Recuperate and start planning next years!

MsM


----------



## Long_Tom (Oct 26, 2005)

Aw, man, that must be a bummer. Maybe next year. Use your enthusiasm on the TOTs. Still Halloween to come!


----------



## Buggula (Jun 26, 2008)

Now that sucks. My only suggestion is invite a different bunch of people next year. I hope this doesn't put you off trying again next year!


----------



## meatball (Jul 31, 2009)

Sorry about the party. Halloween is one of the biggest party times of the year, so there is a lot of compittion. Don't let it discourage you though. Keep at it, and before you know your friends can not wait for your party.


----------



## kissy (Sep 23, 2009)

I'm so sorry that happened! It always sucks when you work for months and months and then no one can be bothered to show or call! This year we had an ok turn out but I had people tell me they forgot about it (even though I had talked to them about it 2 days before!) I agree to keep at it though. We definetly have our group of about 20 people who look forward to the party every year and wouldn't miss it!


----------



## meowlet (Sep 15, 2009)

I'm so sorry that your party didn't go as you'd planned. That's a bummer! Your activities and decorations sound like a lot of fun. I am afraid that not enough people will attend our party this year because we're relatively new to this city. One thing is, it is entirely normal for everyone to show up 1 hour or more late ("fashionably late") - I have never given a party where people didn't do that. So that's no failure on your part, just folks being folks.


----------



## icyuod2 (Oct 27, 2009)

your looking at this all wrong

good food, good people (well at least 2 and yourself) and good company.
thats not a bust, so what, maybe the numbers we're down and ya didn't get to play all the games you wanted, but you've laid the ground work.

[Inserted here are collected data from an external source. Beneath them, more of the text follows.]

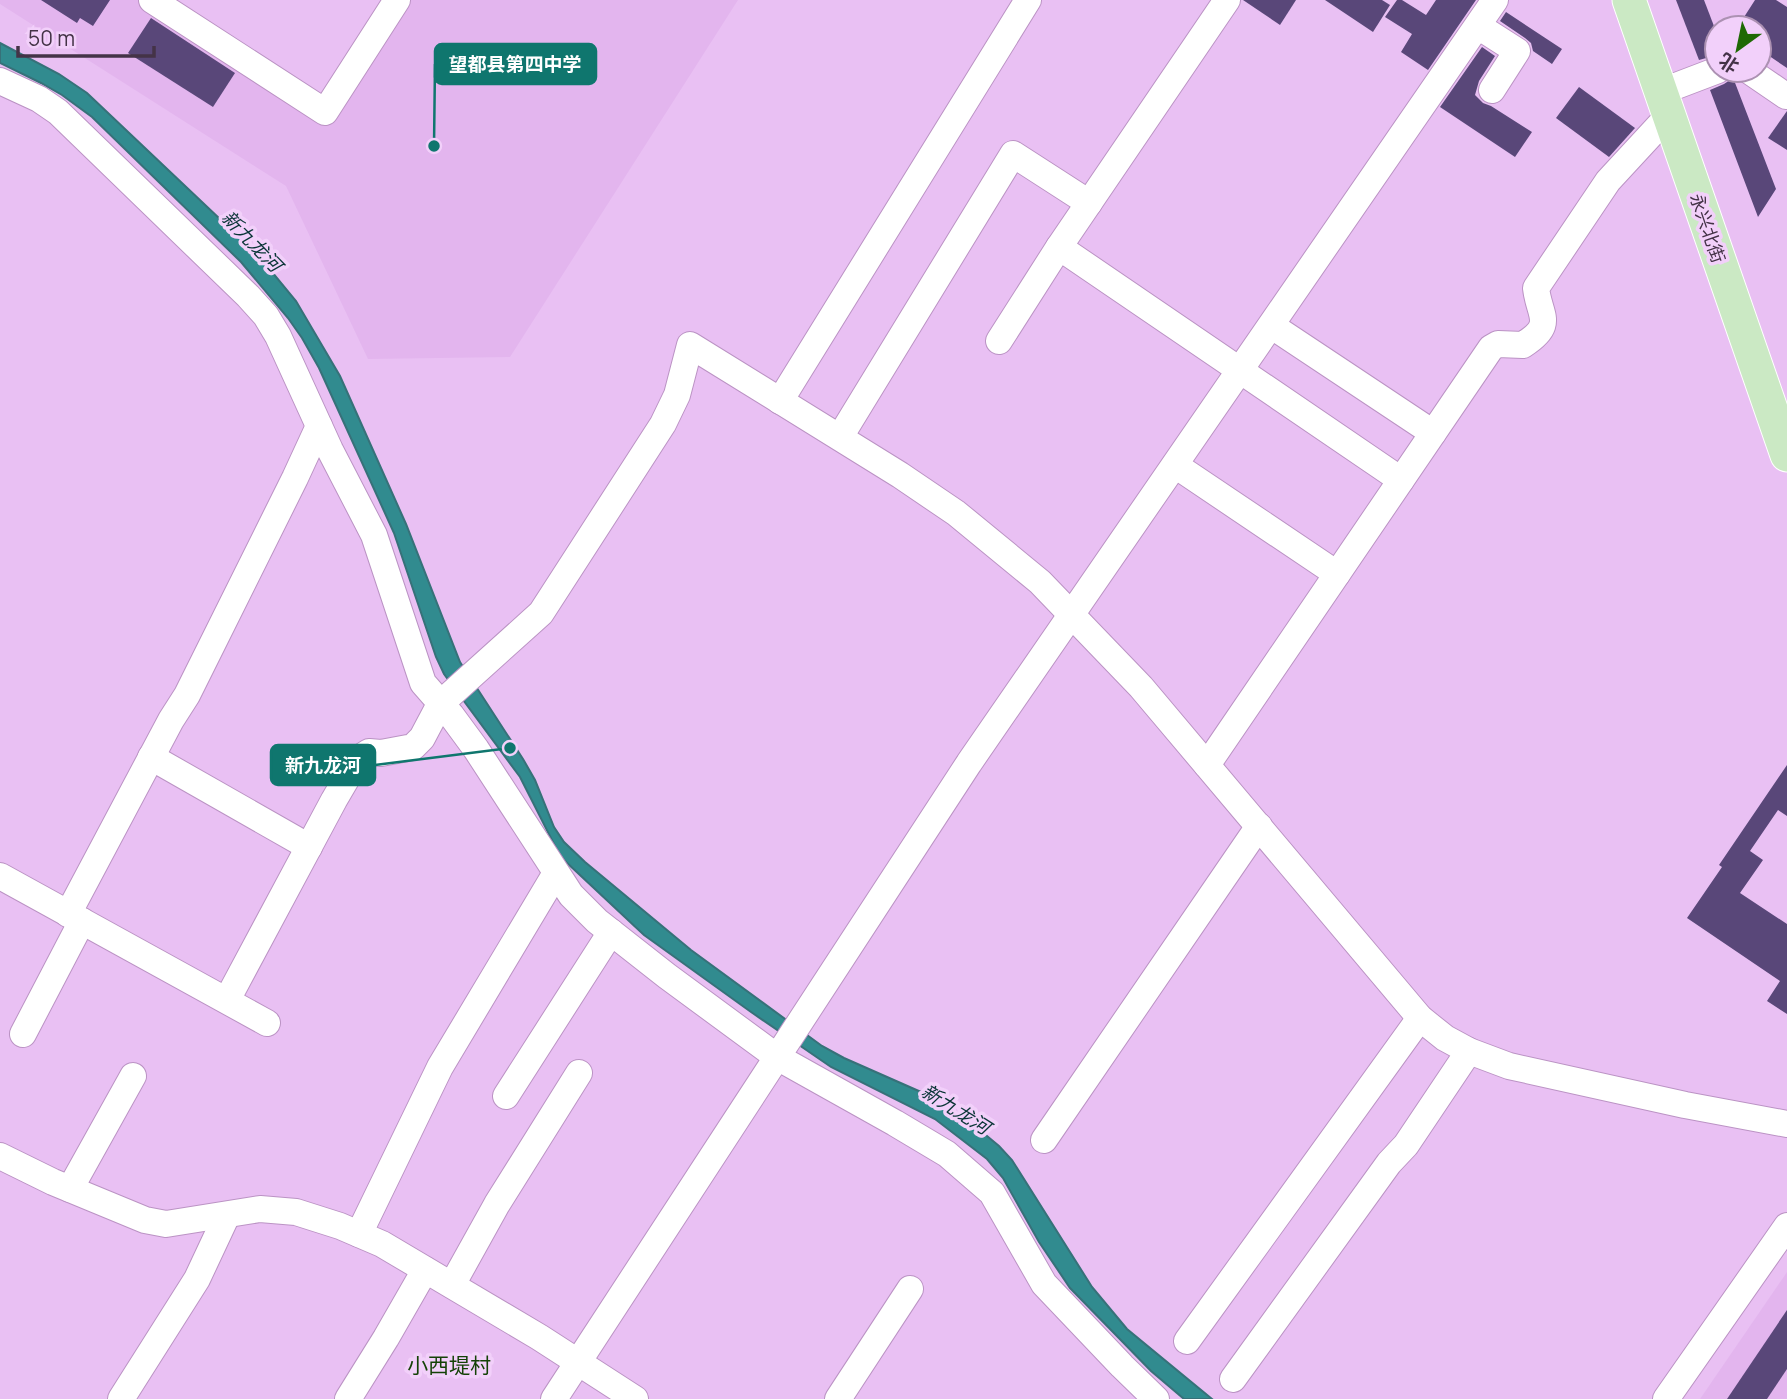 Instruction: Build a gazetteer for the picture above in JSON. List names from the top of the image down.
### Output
{
  "streets": {
    "main road": ["永兴北街"]
  },
  "districts": ["小西堤村"],
  "water": ["新九龙河"],
  "places": ["望都县第四中学", "新九龙河"],
  "scale_bar": "50 m",
  "north": "bottom left"
}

time to start planning for the bigger better halloween party of 2010!
you had 0 people last year, 4 this year, if ya keep following this trend it will be a block party in no time!


----------



## TheWarden (Oct 4, 2006)

Buggula said:


> Now that sucks. My only suggestion is invite a different bunch of people next year. I hope this doesn't put you off trying again next year!


Yup. This is exactly what you have to do. Cuz half of them won't show. We must have invited 50 people, and had about 10-15 show up. Had we invited only 20, we'd prolly have 4 people show up as well.  It just works out that way for some reason.


----------



## spookylady (Sep 21, 2009)

That stinks!


----------



## Cage (Sep 12, 2006)

That sucks. I don't think people know how much work it takes to throw these parties! Don't despair we all appreciate your hard work.


----------



## Addicted2Boo (Jul 19, 2009)

Don't feel too bad about it. First parties are great for getting out the kinks and just getting started. My first party was last year and I had invited 40+ people and wound up with about 15. It was still a lot of fun, but I wanted it bigger and better this year. I started by talking it up with my friends that would be invited and then sent out a save the date creepy video about 2 months in advance. Then I sent out the paper invitation 4 weeks ahead. Everyone knew it was coming and that it was gonna be fun. I had 66 people on the invite list and 40 showed up. I actually had 48 RSVP yes, but 8 had to cancel cause they or their kids were sick. But, everyone RSVP'd to me either way. I was very impressed and the party turned out amazing and people stayed till 3 am! Another thing is I had it on the 17th so that it wouldn't interfere with other plans as much as you get closer to the actual day of Halloween. Especially if you have kids, there is so much going on. Just start making a gameplan early and get people excited and next year will be much better!


----------



## Sahri21 (Oct 16, 2009)

You guys are great! Sadly nobody forgot by the sounds, they just didn't show. One guy said "I should have come, I had the time." Who knows what happened to everyone else. I guess they're not the best of friends I thought they were. Anyway....I'm going to put all my money into my yard next year. Screw having a party, I don't have any other friends to invite!


----------



## Gladius (Oct 8, 2009)

We invited over 100 people and got about 25 (maybe 30). We got sort of a late start this year, our invites didn't go out til 2 weeks before, and our party was a week before Halloween. I think between the flu, the economy, and the weird timing (either you have your party a week before or you have it on the night, in the latter case parents can't come or come late). I also am bummed by how poorly people RSVP. At least if they tell you they're not coming, you know ahead of time.

Sorry to hear it. I think the only solution is to invite a ton of people, knowing that more than half won't come.


----------



## Hallowzeve (Jul 24, 2009)

Like the others, I wouldn't let it get you down. 3 years ago I had thrown my first official party in years and I was planning for 30-40 people. I only ended up w/ 7. But the one I had last night was better than I could have hoped for. Keep trying...it takes a few years to build up the followers...and good luck!


----------